I did pay them when I lived in Portland. And I agree with everything below.

Well the revenue from pet licenses in my city support animal control specifically, which is decent in my city and as I've said I'm happy to support them. They do a fair amount of community education, humane investigations, and sheltering. The city license is also required to get a city-run off leash park license (overseen by the park and rec department, not animal control, which is why they are two separate licenses), which allows me access to a really stellar dog park down on the river bottoms.

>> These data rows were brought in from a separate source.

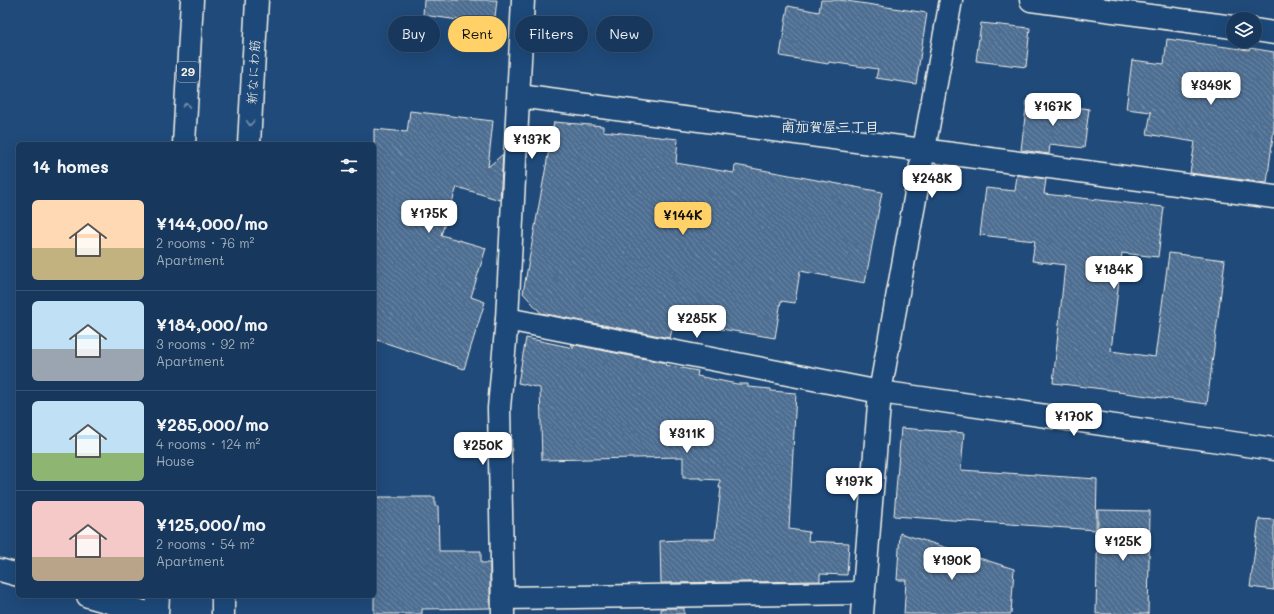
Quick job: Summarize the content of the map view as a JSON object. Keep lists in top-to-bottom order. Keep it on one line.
{"streets":{"street":["29","新なにわ筋"]},"districts":["南加賀屋三丁目"],"page":{"chip":["Buy","Rent","Filters","New"],"price":["¥349K","¥167K","¥137K","¥248K","¥175K","¥144K","¥184K","¥285K","¥170K","¥311K","¥250K","¥197K","¥125K","¥190K"],"heading":"14 homes","list":[{"name":"¥144,000/mo","note":"2 rooms · 76 m² · Apartment"},{"name":"¥184,000/mo","note":"3 rooms · 92 m² · Apartment"},{"name":"¥285,000/mo","note":"4 rooms · 124 m² · House"},{"name":"¥125,000/mo","note":"2 rooms · 54 m² · Apartment"}]}}
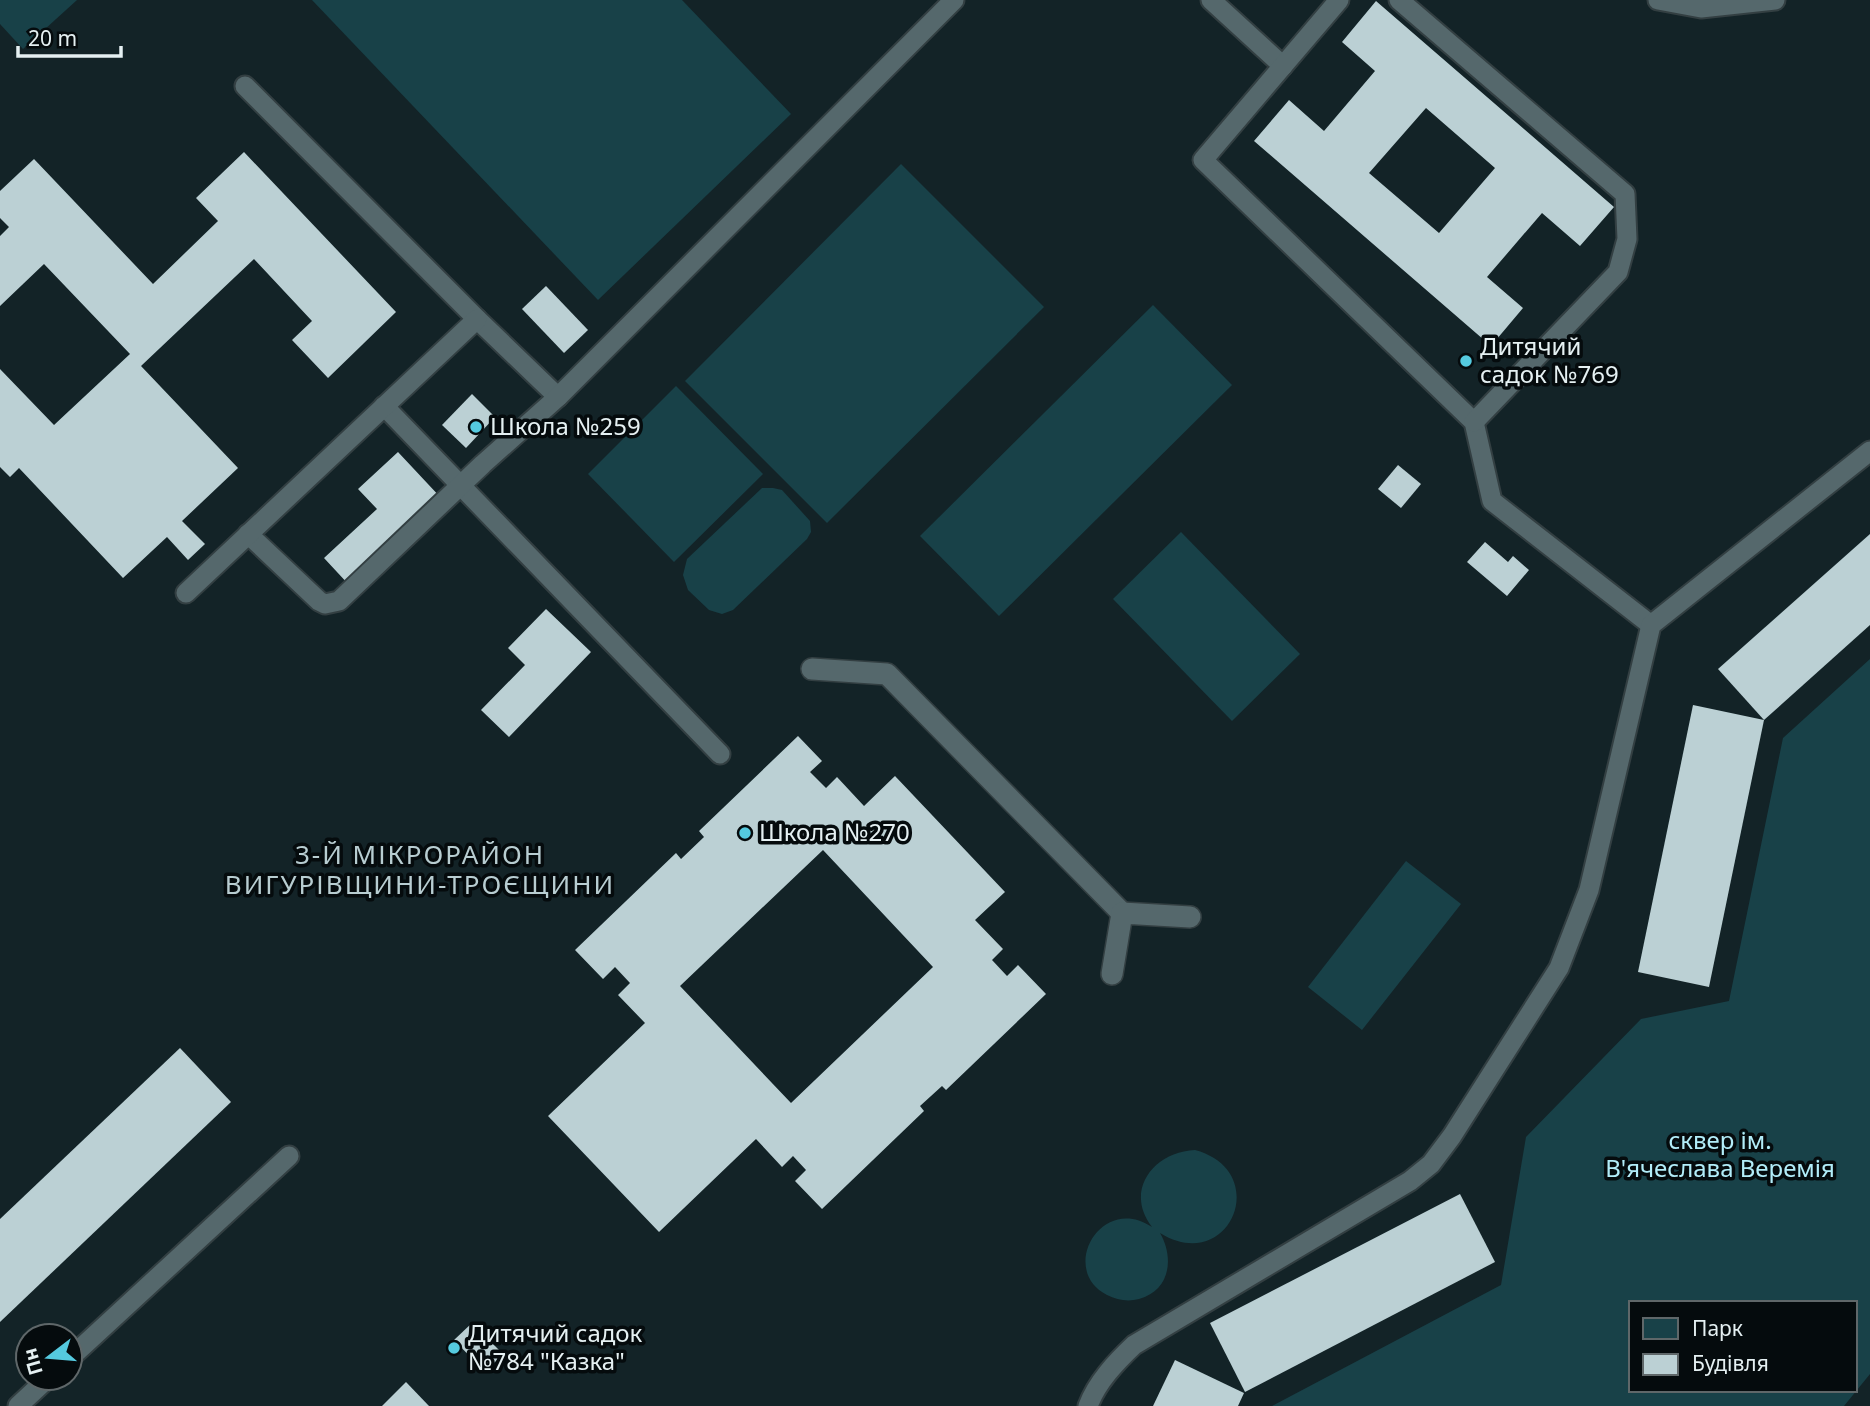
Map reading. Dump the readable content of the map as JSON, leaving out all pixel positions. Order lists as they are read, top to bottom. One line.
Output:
{"districts":["3-Й МІКРОРАЙОН ВИГУРІВЩИНИ-ТРОЄЩИНИ"],"parks":["сквер ім. В'ячеслава Веремія"],"places":["Дитячий садок №769","Школа №259","Школа №270","Дитячий садок №784 \"Казка\""],"legend":["Парк","Будівля"],"scale_bar":"20 m","north":"left"}
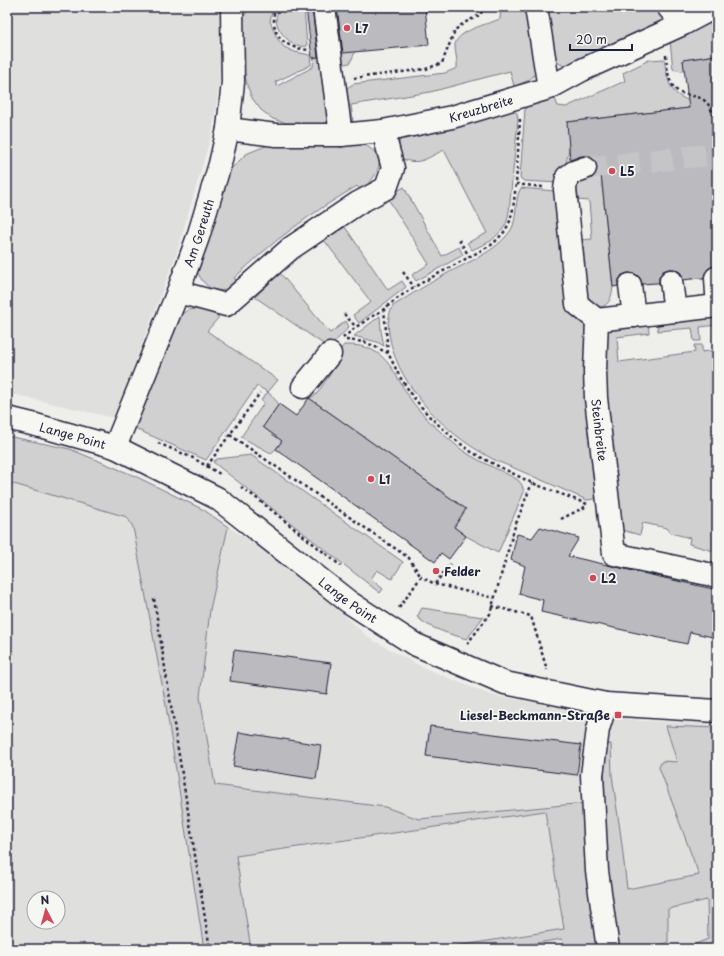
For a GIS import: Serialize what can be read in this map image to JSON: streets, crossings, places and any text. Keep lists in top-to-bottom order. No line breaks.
{"streets":{"street":["Kreuzbreite","Am Gereuth","Steinbreite","Lange Point"]},"crossings":[["Kreuzbreite","Am Gereuth"],["Am Gereuth","Lange Point"]],"places":{"other":["L7","L5","L1","Felder","L2"],"transit":["Liesel-Beckmann-Straße"]},"scale_bar":"20 m","north":"top"}
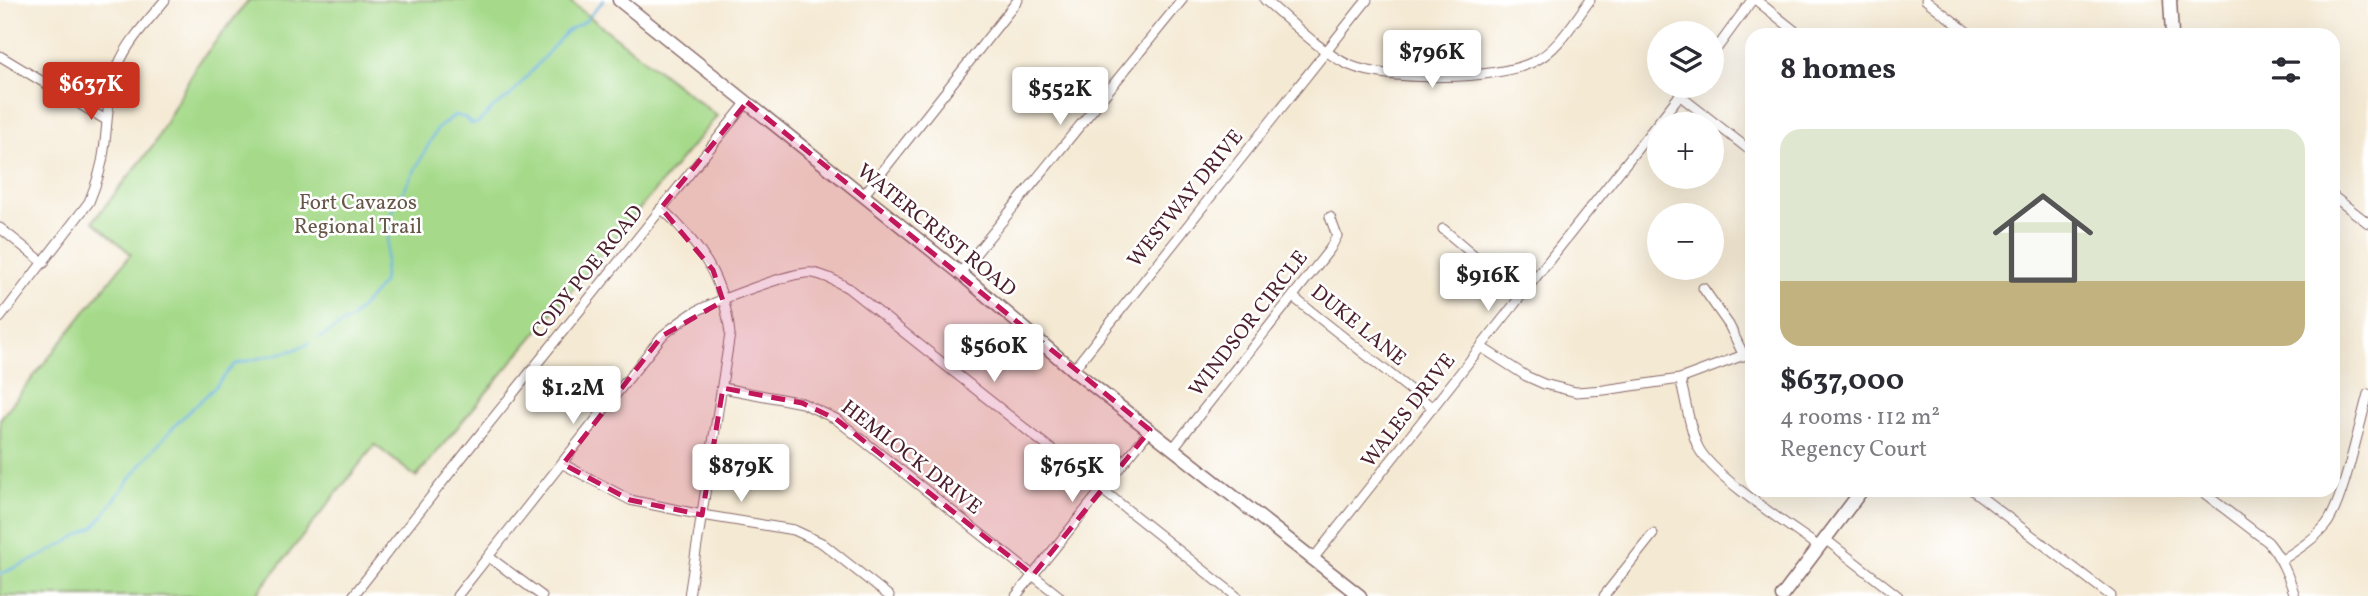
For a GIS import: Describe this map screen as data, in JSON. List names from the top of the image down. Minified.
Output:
{"streets":{"street":["WESTWAY DRIVE","WATERCREST ROAD","CODY POE ROAD","WINDSOR CIRCLE","DUKE LANE","WALES DRIVE","HEMLOCK DRIVE"]},"crossings":[["WESTWAY DRIVE","WATERCREST ROAD"],["WATERCREST ROAD","CODY POE ROAD"],["WATERCREST ROAD","WINDSOR CIRCLE"],["WATERCREST ROAD","WALES DRIVE"],["WINDSOR CIRCLE","DUKE LANE"],["DUKE LANE","WALES DRIVE"]],"parks":["Fort Cavazos Regional Trail"],"page":{"map_buttons":["+","−"],"heading":"8 homes","price":["$796K","$637K","$552K","$916K","$560K","$1.2M","$879K","$765K"],"list":[{"name":"$637,000","note":"4 rooms · 112 m² · Regency Court"}]}}
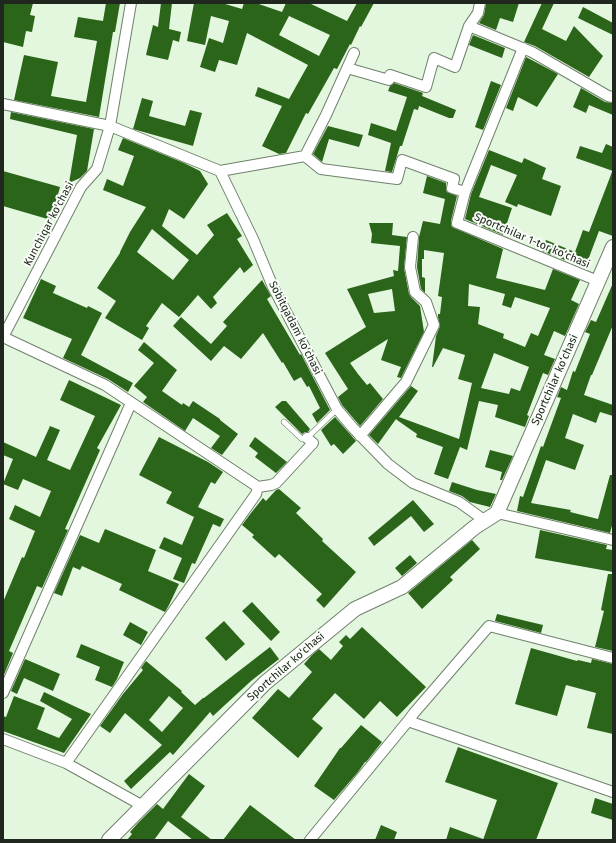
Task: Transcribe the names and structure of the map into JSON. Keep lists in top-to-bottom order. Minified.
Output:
{"streets":{"street":["Kunchiqar ko'chasi","Sportchilar 1-tor ko‘chasi","Sobitqadam ko'chasi","Sportchilar ko‘chasi"]},"crossings":[["Sportchilar 1-tor ko‘chasi","Sportchilar ko‘chasi"],["Sobitqadam ko'chasi","Sportchilar ko‘chasi"]]}
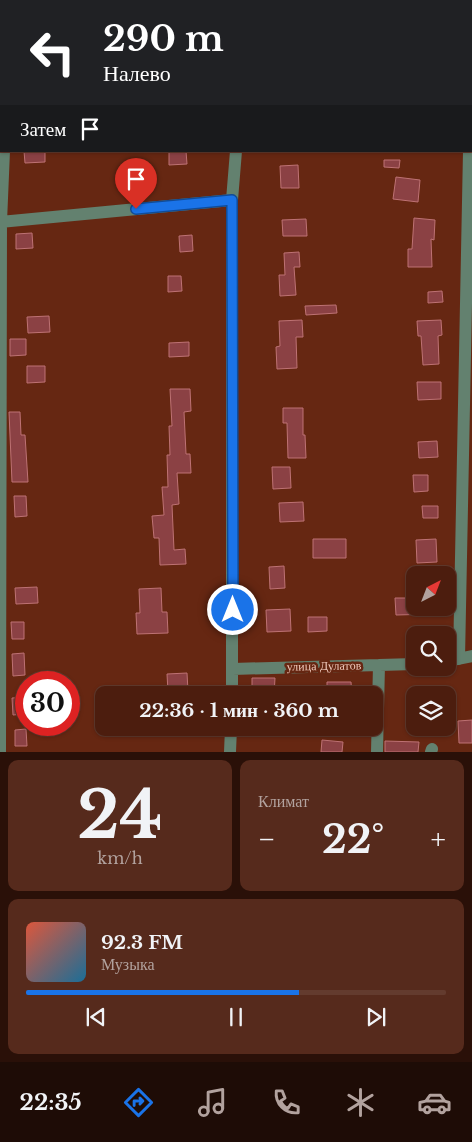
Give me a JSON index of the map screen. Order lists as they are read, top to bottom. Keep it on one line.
{"streets":{"street":["улица Дулатов"]},"north":"top right","page":{"turn":["290 m","Налево"],"then":"Затем","limit":"30","trip":"22:36 · 1 мин · 360 m","tile":[["24","km/h"],"Климат"],"heat":["−","22°","+"],"song":["92.3 FM","Музыка"],"tabs":"22:35"}}
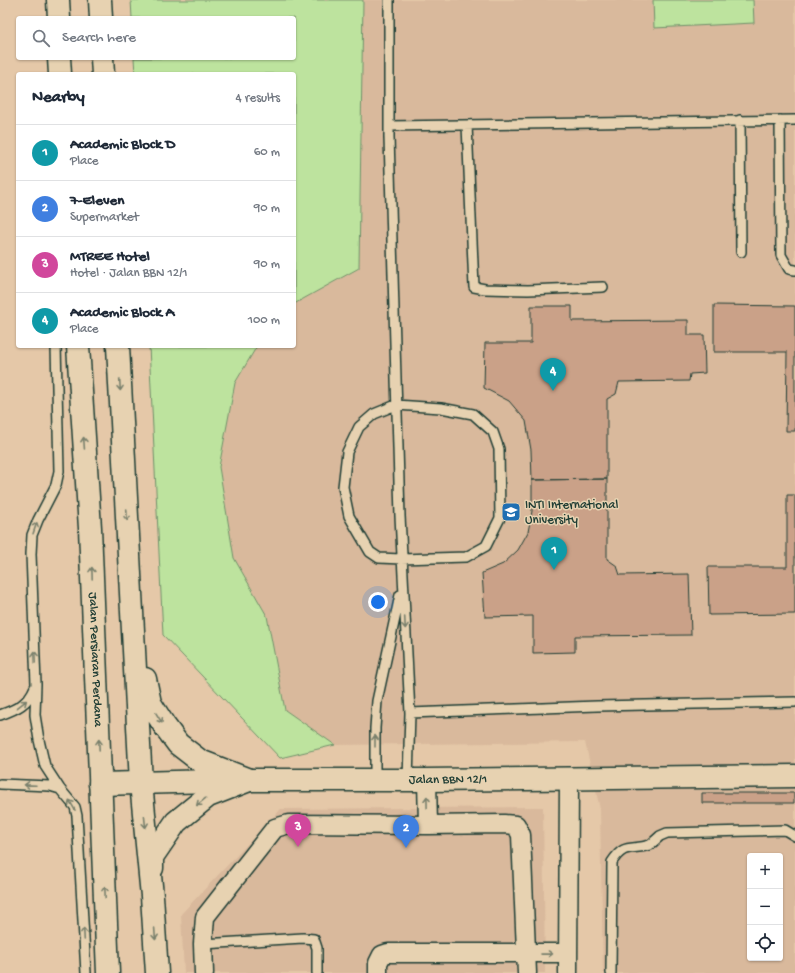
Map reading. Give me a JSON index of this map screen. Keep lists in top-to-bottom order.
{
  "streets": {
    "main road": ["Jalan Persiaran Perdana", "Jalan BBN 12/1"]
  },
  "crossings": [
    ["Jalan Persiaran Perdana", "Jalan BBN 12/1"]
  ],
  "places": {
    "school or university": ["INTI International University"]
  },
  "page": {
    "search": "Search here",
    "heading": ["Nearby", "4 results"],
    "list": [
      {
        "mark": "1",
        "name": "Academic Block D",
        "note": "Place",
        "value": "60 m"
      },
      {
        "mark": "2",
        "name": "7-Eleven",
        "note": "Supermarket",
        "value": "90 m"
      },
      {
        "mark": "3",
        "name": "MTREE Hotel",
        "note": "Hotel · Jalan BBN 12/1",
        "value": "90 m"
      },
      {
        "mark": "4",
        "name": "Academic Block A",
        "note": "Place",
        "value": "100 m"
      }
    ],
    "pins": [
      "4",
      "1",
      "3",
      "2"
    ],
    "map_buttons": ["+", "−"]
  }
}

For my pets specifically, if lost they get a free ride directly to my home from animal control instead of getting taken to the shelter. Our AC has also put together a little rewards card with several local businesses that gives you discounts. But most importantly to me, it's important to me to keep that paper trail of a "responsible" dog owner. ETA: The same reason I got a CGC for Squash, really. It doesn't mean THAT much to me, but it looks good for a big, intimidating muscly dog to have as many publicly perceived positive things on his side if anything or anyone sketchy happens.

There are all sorts of things that municipalities micromanage about citizens' property that specify what you can and can't do. Honestly, there's no "principal of the thing" that I feel oppressed over, nor would this be the hill I wanted to die on even if I did. And I don't mind paying fees if I get stuff I value out of it - which I feel I do, both personally and for animals in my community as a whole.

(FWIW I don't license my cats even though legally I'm supposed to, because they never leave the house and nobody is going to accuse my 10# cat of anything nefarious.)